■ EXERCISE AIM: Here the job is to copy the data exactly and to exclude every image from it.

LISTED ENTRIES: Begin

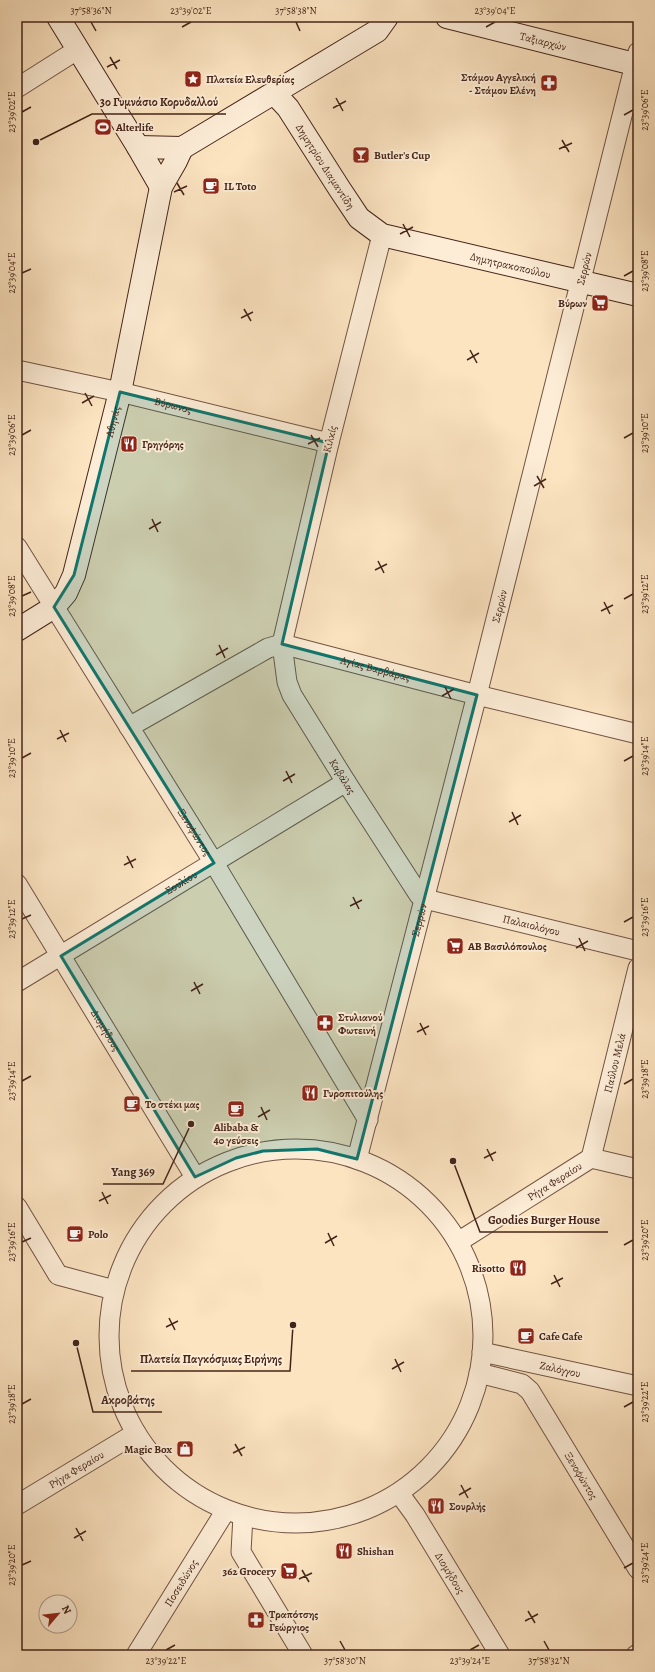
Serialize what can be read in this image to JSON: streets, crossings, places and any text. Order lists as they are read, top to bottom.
{
  "streets": {
    "main road": [
      "Ταξιαρχών",
      "Δημητρίου Διαμαντίδη",
      "Δημητρακοπούλου",
      "Αθηνάς"
    ],
    "street": [
      "Σερρών",
      "Βύρωνος",
      "Κιλκίς",
      "Αγίας Βαρβάρας",
      "Καβάλας",
      "Ξενοφώντος",
      "Σουλίου",
      "Παλαιολόγου",
      "Διομήδους",
      "Παύλου Μελά",
      "Ρήγα Φεραίου",
      "Ζαλόγγου",
      "Ποσειδώνος"
    ]
  },
  "crossings": [
    ["Ταξιαρχών", "Σερρών"],
    ["Δημητρίου Διαμαντίδη", "Δημητρακοπούλου"],
    ["Δημητρίου Διαμαντίδη", "Κιλκίς"],
    ["Δημητρακοπούλου", "Σερρών"],
    ["Δημητρακοπούλου", "Κιλκίς"],
    ["Σερρών", "Αγίας Βαρβάρας"],
    ["Σερρών", "Καβάλας"],
    ["Σερρών", "Ξενοφώντος"],
    ["Σερρών", "Παλαιολόγου"],
    ["Βύρωνος", "Αθηνάς"],
    ["Βύρωνος", "Κιλκίς"],
    ["Αθηνάς", "Ξενοφώντος"],
    ["Κιλκίς", "Αγίας Βαρβάρας"],
    ["Κιλκίς", "Καβάλας"],
    ["Αγίας Βαρβάρας", "Καβάλας"],
    ["Καβάλας", "Σουλίου"],
    ["Καβάλας", "Παλαιολόγου"],
    ["Ξενοφώντος", "Σουλίου"],
    ["Σουλίου", "Διομήδους"],
    ["Παύλου Μελά", "Ρήγα Φεραίου"]
  ],
  "places": {
    "place": ["Πλατεία Ελευθερίας"],
    "pharmacy": ["Στάμου Αγγελική - Στάμου Ελένη", "Στυλιανού Φωτεινή", "Τραπότσης Γεώργιος"],
    "sports": ["Alterlife"],
    "other": [
      "3ο Γυμνάσιο Κορυδαλλού",
      "Yang 369",
      "Goodies Burger House",
      "Πλατεία Παγκόσμιας Ειρήνης",
      "Ακροβάτης"
    ],
    "bar": ["Butler's Cup"],
    "cafe": [
      "IL Toto",
      "Το στέκι μας",
      "Alibaba & 40 γεύσεις",
      "Polo",
      "Cafe Cafe"
    ],
    "supermarket": ["Βύρων", "ΑΒ Βασιλόπουλος", "362 Grocery"],
    "restaurant": [
      "Γρηγόρης",
      "Γυροπιτούλης",
      "Risotto",
      "Σουρλής",
      "Shishan"
    ],
    "shop": ["Magic Box"]
  },
  "north": "top right",
  "coordinates": [
    "37°58'36\"N",
    "23°39'02\"E",
    "37°58'38\"N",
    "23°39'04\"E",
    "23°39'06\"E",
    "23°39'08\"E",
    "23°39'10\"E",
    "23°39'12\"E",
    "23°39'14\"E",
    "23°39'16\"E",
    "23°39'18\"E",
    "23°39'20\"E",
    "23°39'22\"E",
    "23°39'24\"E",
    "37°58'30\"N",
    "37°58'32\"N"
  ]
}
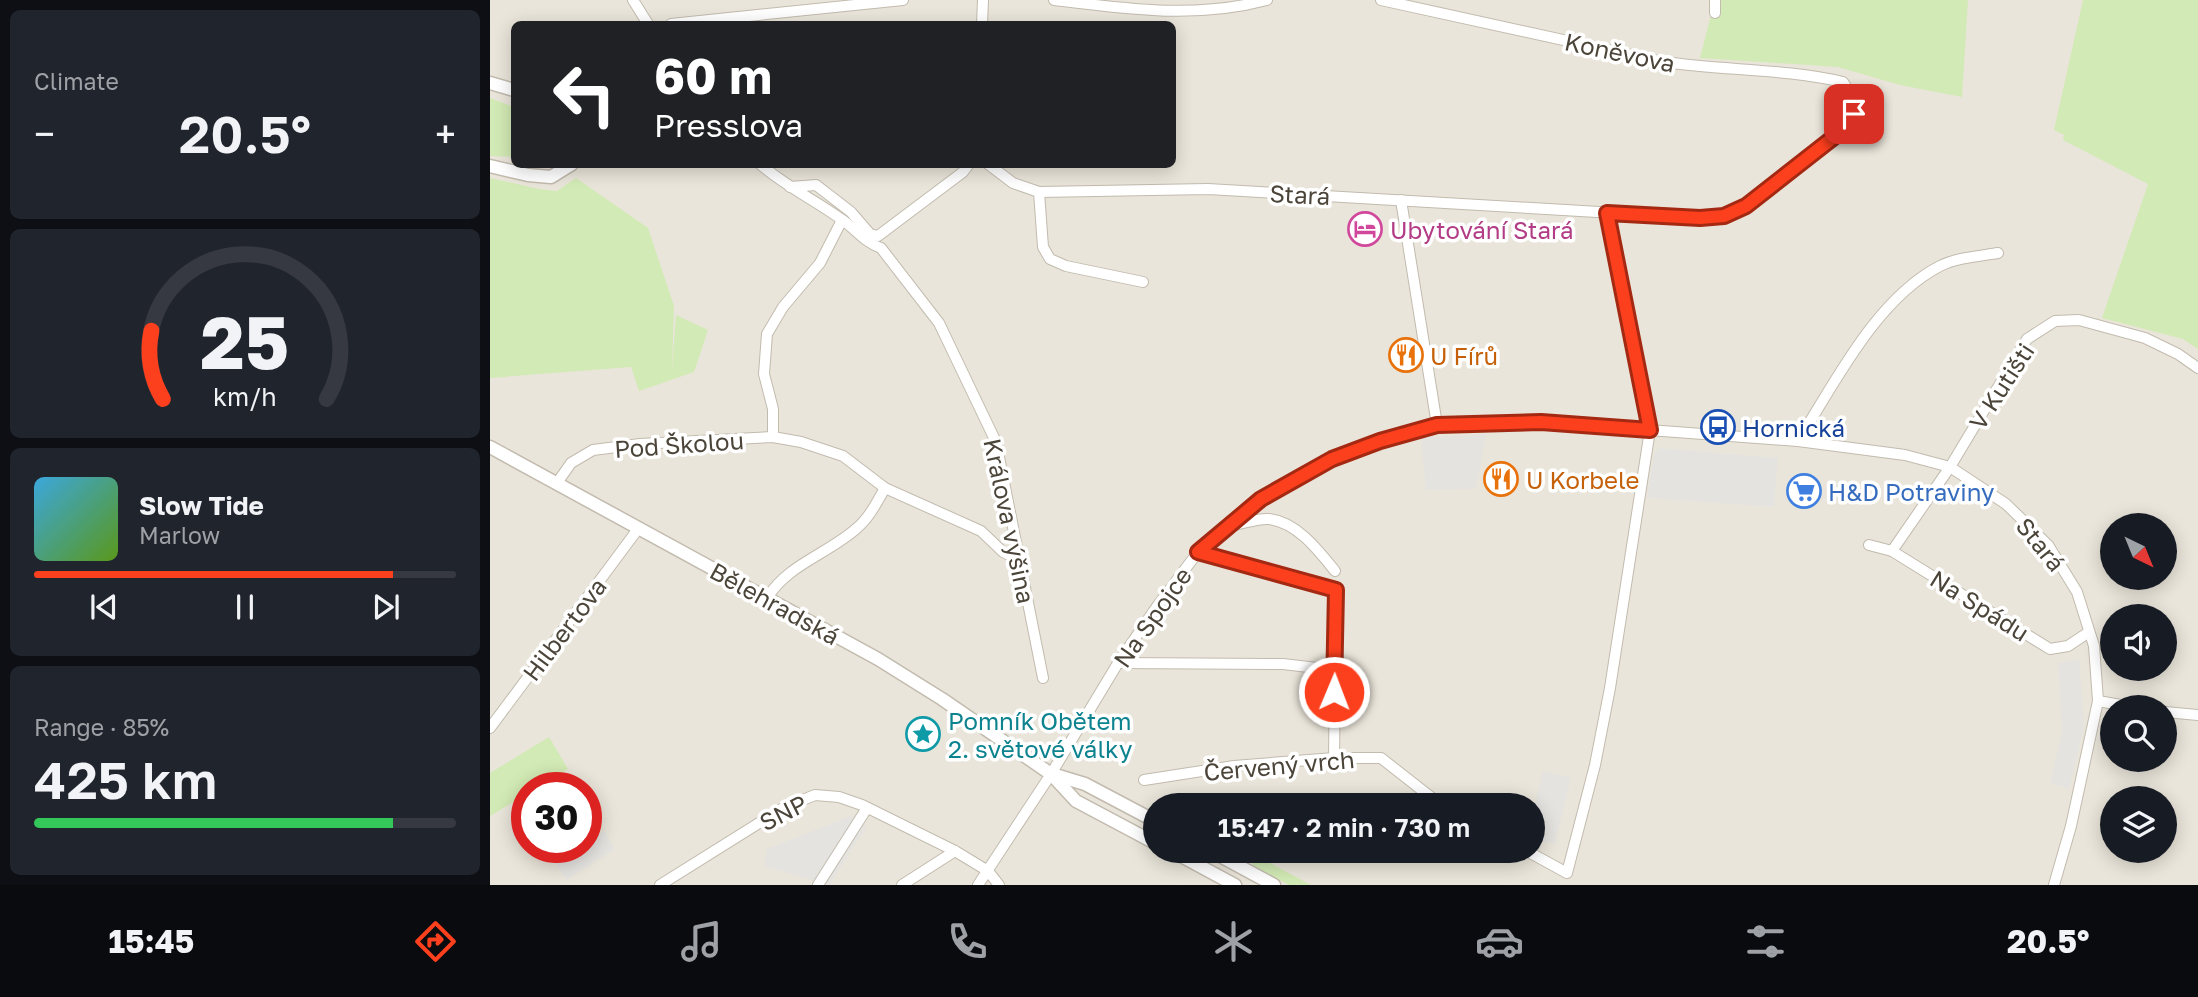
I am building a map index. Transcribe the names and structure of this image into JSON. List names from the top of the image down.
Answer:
{
  "streets": {
    "street": [
      "Koněvova",
      "Stará",
      "V Kutišti",
      "Pod Školou",
      "Králova výšina",
      "Bělehradská",
      "Na Spádu",
      "Na Spojce",
      "Hilbertova",
      "Červený vrch",
      "SNP"
    ]
  },
  "crossings": [
    ["Koněvova", "Stará"],
    ["Stará", "V Kutišti"],
    ["Stará", "Na Spádu"],
    ["Stará", "Na Spojce"],
    ["V Kutišti", "Na Spádu"],
    ["Pod Školou", "Králova výšina"],
    ["Pod Školou", "Bělehradská"],
    ["Bělehradská", "Na Spojce"],
    ["Bělehradská", "Hilbertova"],
    ["Na Spojce", "SNP"]
  ],
  "places": {
    "hotel": ["Ubytování Stará"],
    "restaurant": ["U Fírů", "U Korbele"],
    "bus stop": ["Hornická"],
    "supermarket": ["H&D Potraviny"],
    "place": ["Pomník Obětem 2. světové války"]
  },
  "north": "bottom right",
  "page": {
    "tile": [
      "Climate",
      ["Range · 85%", "425 km"]
    ],
    "turn": ["60 m", "Presslova"],
    "heat": ["−", "20.5°", "+"],
    "song": ["Slow Tide", "Marlow"],
    "limit": "30",
    "trip": "15:47 · 2 min · 730 m",
    "tabs": ["15:45", "20.5°"],
    "gauge": ["25", "km/h"]
  }
}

LISTED ENTRIES: End

■ RESULT OF THIS EXERCISE:
Serialize what can be read in this image to JSON: streets, crossings, places and any text. Order lists as they are read, top to bottom.
{
  "streets": {
    "main road": [
      "Ταξιαρχών",
      "Δημητρίου Διαμαντίδη",
      "Δημητρακοπούλου",
      "Αθηνάς"
    ],
    "street": [
      "Σερρών",
      "Βύρωνος",
      "Κιλκίς",
      "Αγίας Βαρβάρας",
      "Καβάλας",
      "Ξενοφώντος",
      "Σουλίου",
      "Παλαιολόγου",
      "Διομήδους",
      "Παύλου Μελά",
      "Ρήγα Φεραίου",
      "Ζαλόγγου",
      "Ποσειδώνος"
    ]
  },
  "crossings": [
    ["Ταξιαρχών", "Σερρών"],
    ["Δημητρίου Διαμαντίδη", "Δημητρακοπούλου"],
    ["Δημητρίου Διαμαντίδη", "Κιλκίς"],
    ["Δημητρακοπούλου", "Σερρών"],
    ["Δημητρακοπούλου", "Κιλκίς"],
    ["Σερρών", "Αγίας Βαρβάρας"],
    ["Σερρών", "Καβάλας"],
    ["Σερρών", "Ξενοφώντος"],
    ["Σερρών", "Παλαιολόγου"],
    ["Βύρωνος", "Αθηνάς"],
    ["Βύρωνος", "Κιλκίς"],
    ["Αθηνάς", "Ξενοφώντος"],
    ["Κιλκίς", "Αγίας Βαρβάρας"],
    ["Κιλκίς", "Καβάλας"],
    ["Αγίας Βαρβάρας", "Καβάλας"],
    ["Καβάλας", "Σουλίου"],
    ["Καβάλας", "Παλαιολόγου"],
    ["Ξενοφώντος", "Σουλίου"],
    ["Σουλίου", "Διομήδους"],
    ["Παύλου Μελά", "Ρήγα Φεραίου"]
  ],
  "places": {
    "place": ["Πλατεία Ελευθερίας"],
    "pharmacy": ["Στάμου Αγγελική - Στάμου Ελένη", "Στυλιανού Φωτεινή", "Τραπότσης Γεώργιος"],
    "sports": ["Alterlife"],
    "other": [
      "3ο Γυμνάσιο Κορυδαλλού",
      "Yang 369",
      "Goodies Burger House",
      "Πλατεία Παγκόσμιας Ειρήνης",
      "Ακροβάτης"
    ],
    "bar": ["Butler's Cup"],
    "cafe": [
      "IL Toto",
      "Το στέκι μας",
      "Alibaba & 40 γεύσεις",
      "Polo",
      "Cafe Cafe"
    ],
    "supermarket": ["Βύρων", "ΑΒ Βασιλόπουλος", "362 Grocery"],
    "restaurant": [
      "Γρηγόρης",
      "Γυροπιτούλης",
      "Risotto",
      "Σουρλής",
      "Shishan"
    ],
    "shop": ["Magic Box"]
  },
  "north": "top right",
  "coordinates": [
    "37°58'36\"N",
    "23°39'02\"E",
    "37°58'38\"N",
    "23°39'04\"E",
    "23°39'06\"E",
    "23°39'08\"E",
    "23°39'10\"E",
    "23°39'12\"E",
    "23°39'14\"E",
    "23°39'16\"E",
    "23°39'18\"E",
    "23°39'20\"E",
    "23°39'22\"E",
    "23°39'24\"E",
    "37°58'30\"N",
    "37°58'32\"N"
  ]
}
I am building a map index. Transcribe the names and structure of this image into JSON. List names from the top of the image down.
Answer:
{
  "streets": {
    "street": [
      "Koněvova",
      "Stará",
      "V Kutišti",
      "Pod Školou",
      "Králova výšina",
      "Bělehradská",
      "Na Spádu",
      "Na Spojce",
      "Hilbertova",
      "Červený vrch",
      "SNP"
    ]
  },
  "crossings": [
    ["Koněvova", "Stará"],
    ["Stará", "V Kutišti"],
    ["Stará", "Na Spádu"],
    ["Stará", "Na Spojce"],
    ["V Kutišti", "Na Spádu"],
    ["Pod Školou", "Králova výšina"],
    ["Pod Školou", "Bělehradská"],
    ["Bělehradská", "Na Spojce"],
    ["Bělehradská", "Hilbertova"],
    ["Na Spojce", "SNP"]
  ],
  "places": {
    "hotel": ["Ubytování Stará"],
    "restaurant": ["U Fírů", "U Korbele"],
    "bus stop": ["Hornická"],
    "supermarket": ["H&D Potraviny"],
    "place": ["Pomník Obětem 2. světové války"]
  },
  "north": "bottom right",
  "page": {
    "tile": [
      "Climate",
      ["Range · 85%", "425 km"]
    ],
    "turn": ["60 m", "Presslova"],
    "heat": ["−", "20.5°", "+"],
    "song": ["Slow Tide", "Marlow"],
    "limit": "30",
    "trip": "15:47 · 2 min · 730 m",
    "tabs": ["15:45", "20.5°"],
    "gauge": ["25", "km/h"]
  }
}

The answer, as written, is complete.